- [Exercise data]

◆ ◆ ◆ ◆

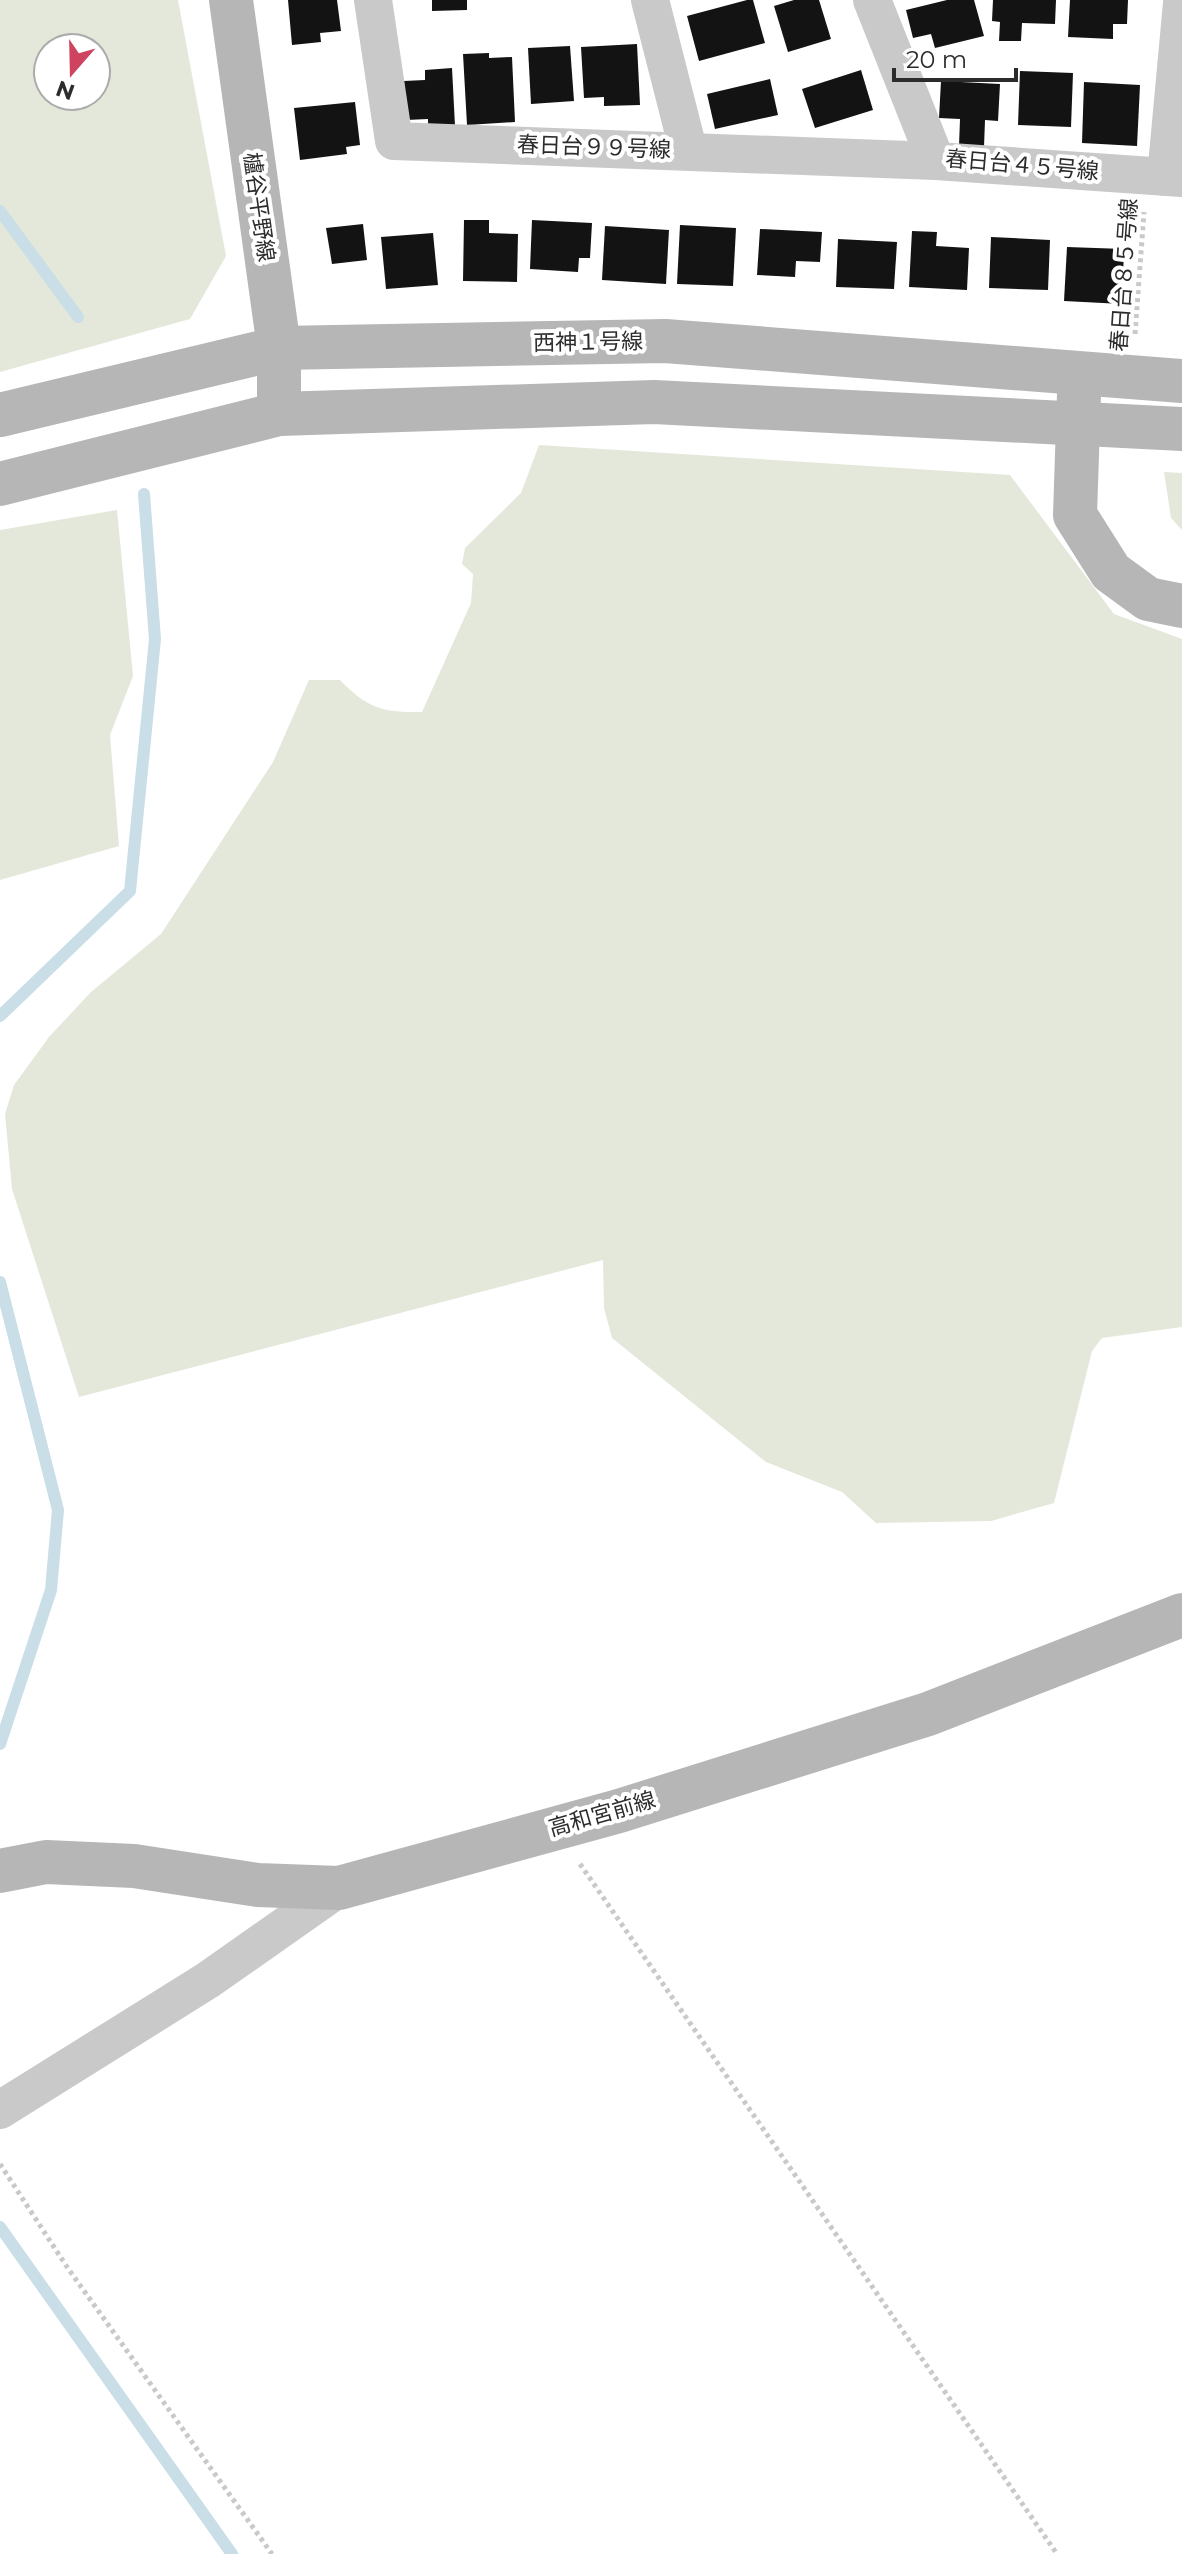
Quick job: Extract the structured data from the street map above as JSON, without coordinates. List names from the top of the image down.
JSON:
{
  "streets": {
    "street": [
      "春日台９９号線",
      "春日台４５号線",
      "櫨谷平野線",
      "西神１号線",
      "高和宮前線"
    ],
    "path": ["春日台８５号線"]
  },
  "crossings": [
    ["春日台９９号線", "春日台４５号線"],
    ["春日台４５号線", "春日台８５号線"],
    ["櫨谷平野線", "西神１号線"],
    ["春日台８５号線", "西神１号線"]
  ],
  "scale_bar": "20 m",
  "north": "bottom"
}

◆ ◆ ◆ ◆

- [What you have to do] Where an entry holds an image, drop the image and copy the remaining text exactly.

- [Output for this task]
Quick job: Extract the structured data from the street map above as JSON, without coordinates. List names from the top of the image down.
JSON:
{
  "streets": {
    "street": [
      "春日台９９号線",
      "春日台４５号線",
      "櫨谷平野線",
      "西神１号線",
      "高和宮前線"
    ],
    "path": ["春日台８５号線"]
  },
  "crossings": [
    ["春日台９９号線", "春日台４５号線"],
    ["春日台４５号線", "春日台８５号線"],
    ["櫨谷平野線", "西神１号線"],
    ["春日台８５号線", "西神１号線"]
  ],
  "scale_bar": "20 m",
  "north": "bottom"
}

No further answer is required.